第3話 ③

 長いときが流れたように思えた。実際には一分も経っていなかったに違いない。

 馬の背の突端で最初にその異変に気づいたのは梨花だった。

「あれを見て」

 梨花がそうささやくと、左右の二人は同時に「え?」と声を漏らした。

 雑木林の奥がほんのりと明るかった。その明かりが徐々に強くなってくる。

「信者の誰かが来るんだ」仁志がスマートフォンのレンズをそちらに向けつつ言った。「あの光、懐中電灯か、野辺送りと同じく提灯なんだよ。獣を閉じ込めた檻とかを運んでいるのかもしれない」

 とはいえ、白色光かそれに近い光だ。少なくとも提灯の明かりとは違う――梨花はそんな気がした。

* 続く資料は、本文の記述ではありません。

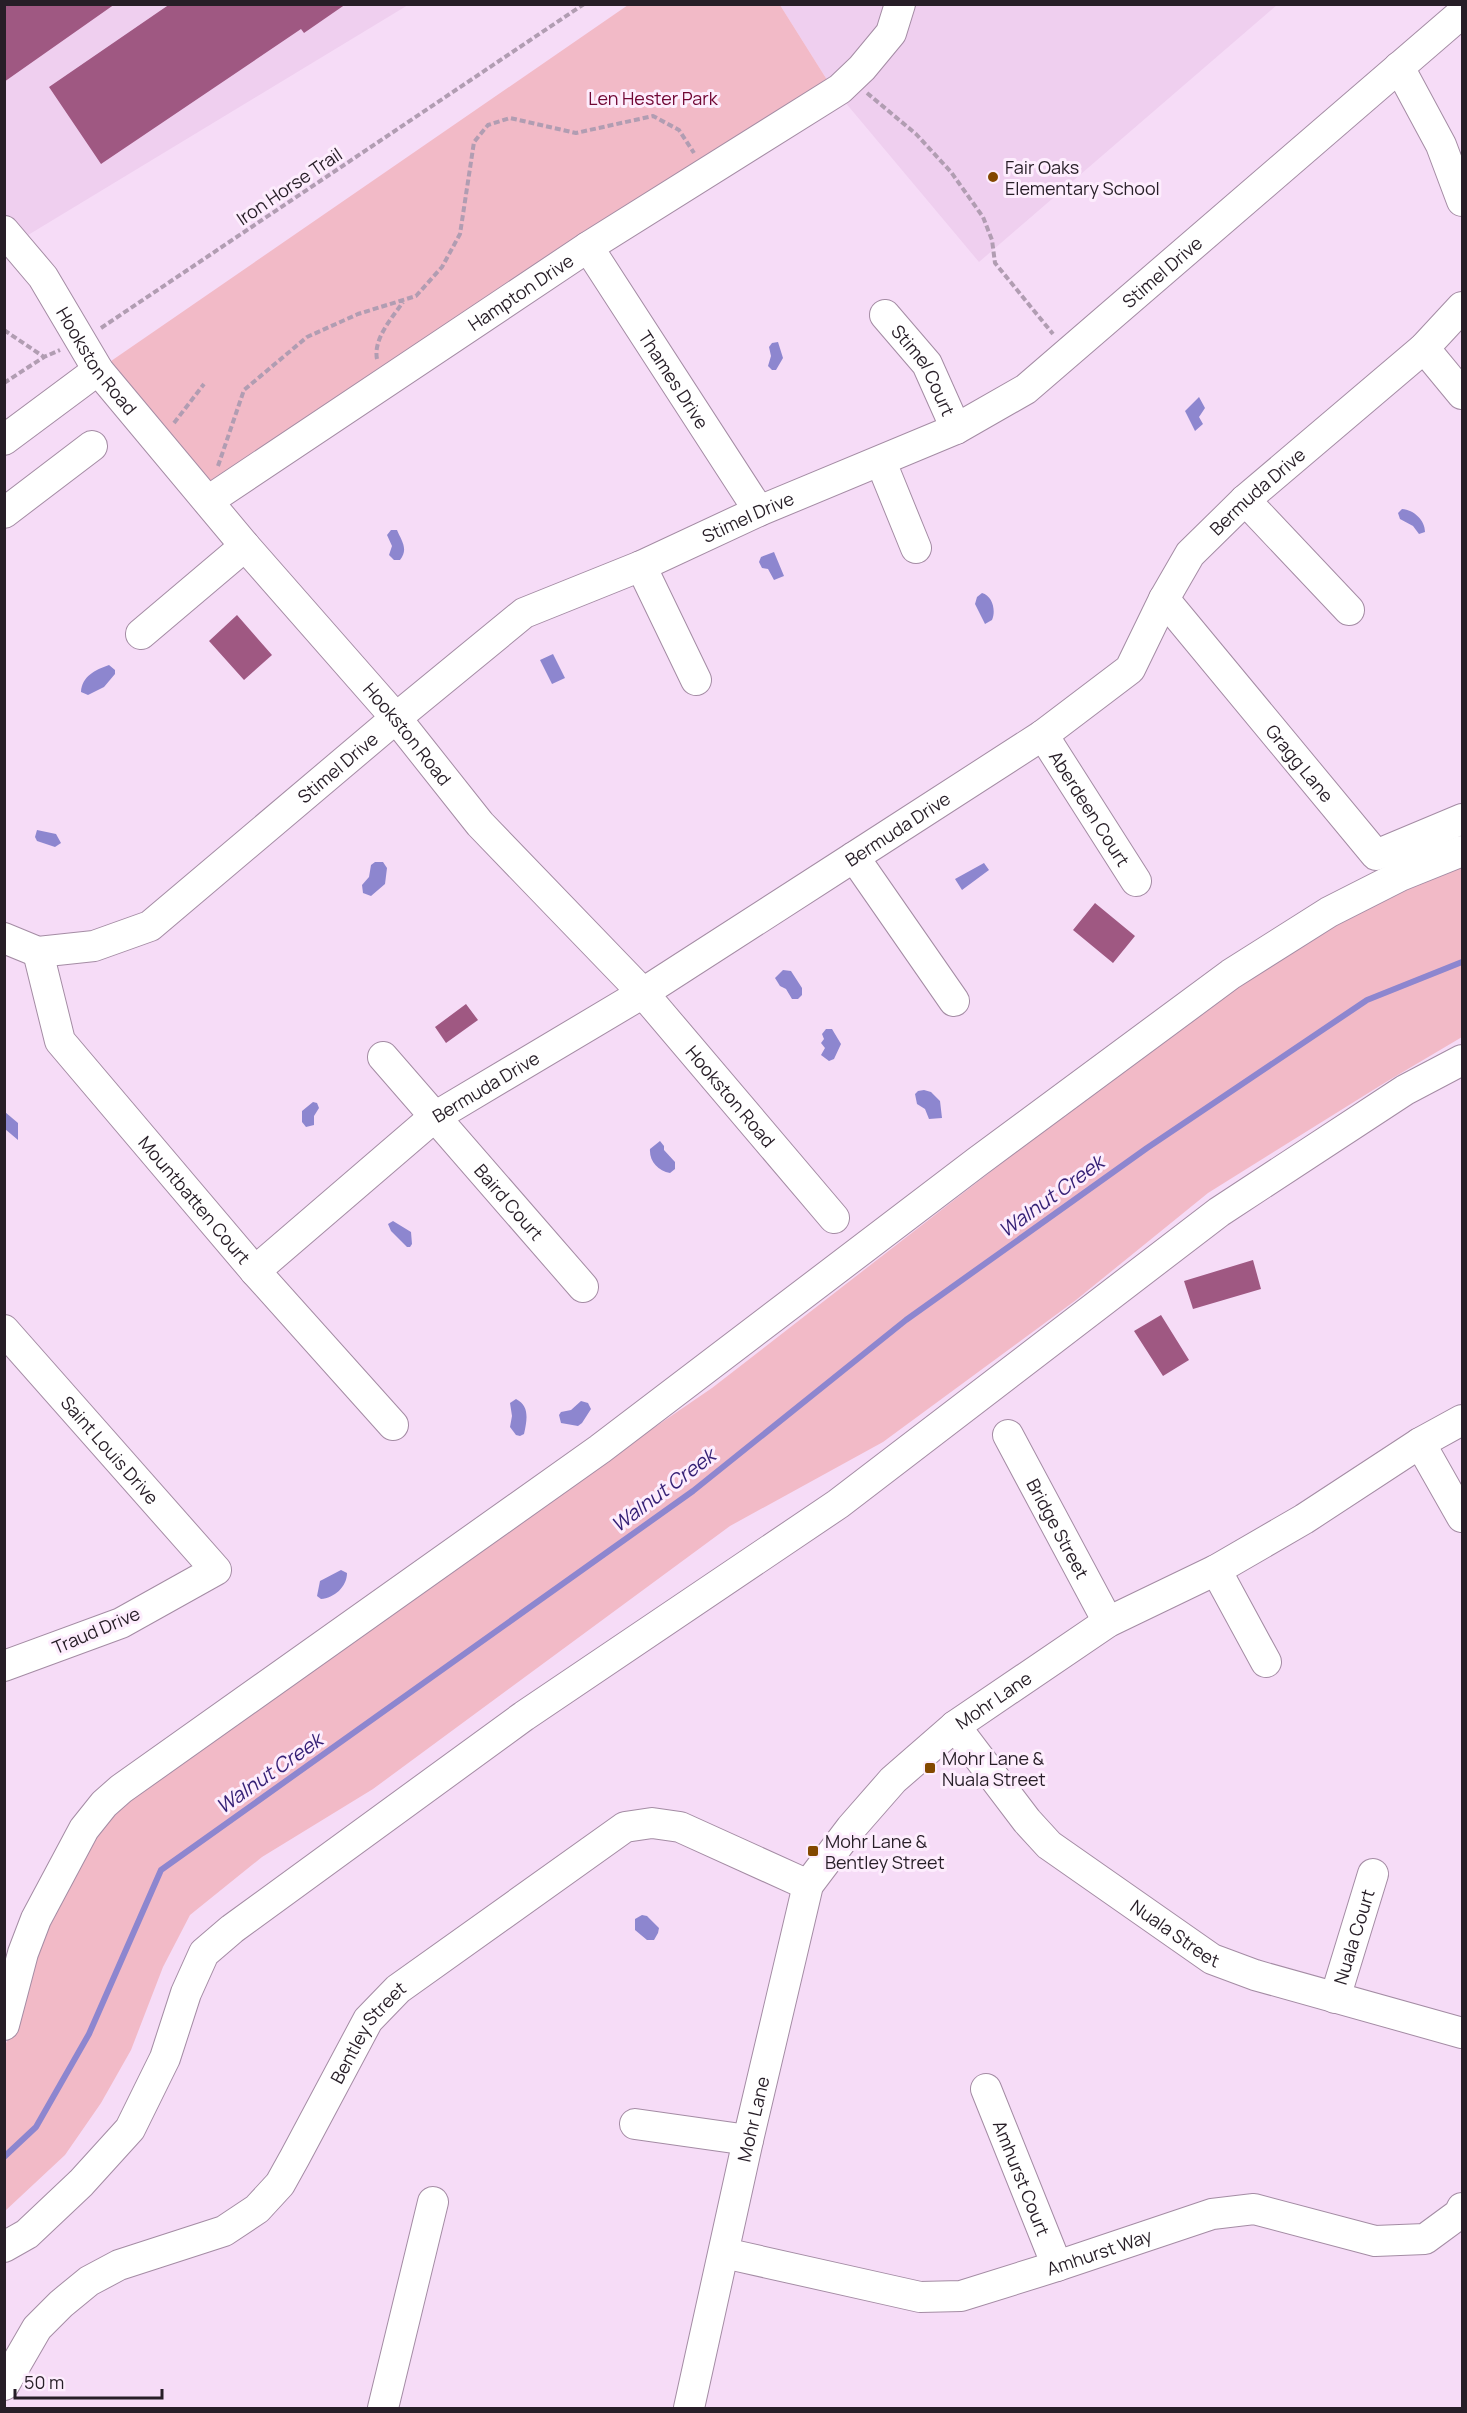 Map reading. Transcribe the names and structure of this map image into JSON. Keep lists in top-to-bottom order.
{
  "streets": {
    "street": [
      "Stimel Drive",
      "Hampton Drive",
      "Hookston Road",
      "Stimel Court",
      "Thames Drive",
      "Bermuda Drive",
      "Gragg Lane",
      "Aberdeen Court",
      "Mountbatten Court",
      "Baird Court",
      "Saint Louis Drive",
      "Bridge Street",
      "Traud Drive",
      "Mohr Lane",
      "Nuala Street",
      "Nuala Court",
      "Bentley Street",
      "Amhurst Court",
      "Amhurst Way"
    ],
    "path": ["Iron Horse Trail"]
  },
  "crossings": [
    ["Iron Horse Trail", "Hookston Road"],
    ["Stimel Drive", "Hookston Road"],
    ["Stimel Drive", "Stimel Court"],
    ["Stimel Drive", "Thames Drive"],
    ["Stimel Drive", "Mountbatten Court"],
    ["Hampton Drive", "Hookston Road"],
    ["Hampton Drive", "Thames Drive"],
    ["Hookston Road", "Bermuda Drive"],
    ["Bermuda Drive", "Gragg Lane"],
    ["Bermuda Drive", "Aberdeen Court"],
    ["Bermuda Drive", "Mountbatten Court"],
    ["Bermuda Drive", "Baird Court"],
    ["Saint Louis Drive", "Traud Drive"],
    ["Bridge Street", "Mohr Lane"],
    ["Mohr Lane", "Nuala Street"],
    ["Mohr Lane", "Bentley Street"],
    ["Mohr Lane", "Amhurst Way"],
    ["Nuala Street", "Nuala Court"],
    ["Amhurst Court", "Amhurst Way"]
  ],
  "water": ["Walnut Creek"],
  "parks": ["Len Hester Park"],
  "places": {
    "other": ["Fair Oaks Elementary School"],
    "transit": ["Mohr Lane & Nuala Street", "Mohr Lane & Bentley Street"]
  },
  "scale_bar": "50 m"
}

「もし獣だったとして」今度は賢人だ。「遺体を食べさせてから……立会人のことも?」

「さすがにそれはないんじゃないかな……」

 言葉を濁した仁志だが、その思いは梨花にも受け止めることができた。遺体を獣に食わせるだけでも犯罪であるのに、意識を失っているだけと思われる岸本を食わせたなら、殺人以外の何ものでもない。

 山神の斎場では、近づいてくるぼんやりとした光を綾と男たちが微動だにせず、黙して待ち続けていた。その誰もが恐れと敬いを浮かべている。

 首謀者が誰で共犯者が誰なのか、梨花には判断できないかった。だが少なくとも、雅之がそのどれかに該当するのは間違いないだろう。仁志の意趣返しなどに付き合っている場合ではない。今すぐにでも止めに入るべきだ――そう決意し、梨花は山神の斎場へ飛び出そうとした。

「なんだよ、あれは」と虚を突かれたような声を漏らしたのは、仁志だった。

 梨花と賢人も、仁志が凝視している雑木林の奥へと、顔を向けた。

 小道に沿って近づいてくる何かがあった。梨花は初め、それを列車だと思った。太くて長い物体だ。無論、レールのない単なる未舗装の林道を列車が通るわけがなければ、林業用のトロッコさえ走行は不可能だ。しかもその何かは、ヘッドライトや車内灯などを灯しているのではなく、それ自体の灰白色の表面を発光させているのだった。

 発光する何かは人の歩む速度でやってくるが、よく見れば、歩くでも這うでもなく、地面から三メートルほどの高さを、浮かんだ状態で移動しているのだった。微妙に全体をのたくらせながら、ゆっくりと、音を立てることなく、暗い宙空を飛んでくる。

 生きている――と梨花には感じ取れた。檻や列車などではない。自分の意思で動いているのだ。すなわち、梨花は異形の存在を認めた、ということになるだろう。

 異臭があった。気のせいと感じたのはつかの間で、化学薬品のような刺激臭が鼻腔を満たし、梨花は思わずむせった。

「静かにしろ」と仁志が小声でたしなめるが、梨花のむせびに気づいたのか、巨石の前の柴田がこちらに顔を向けた。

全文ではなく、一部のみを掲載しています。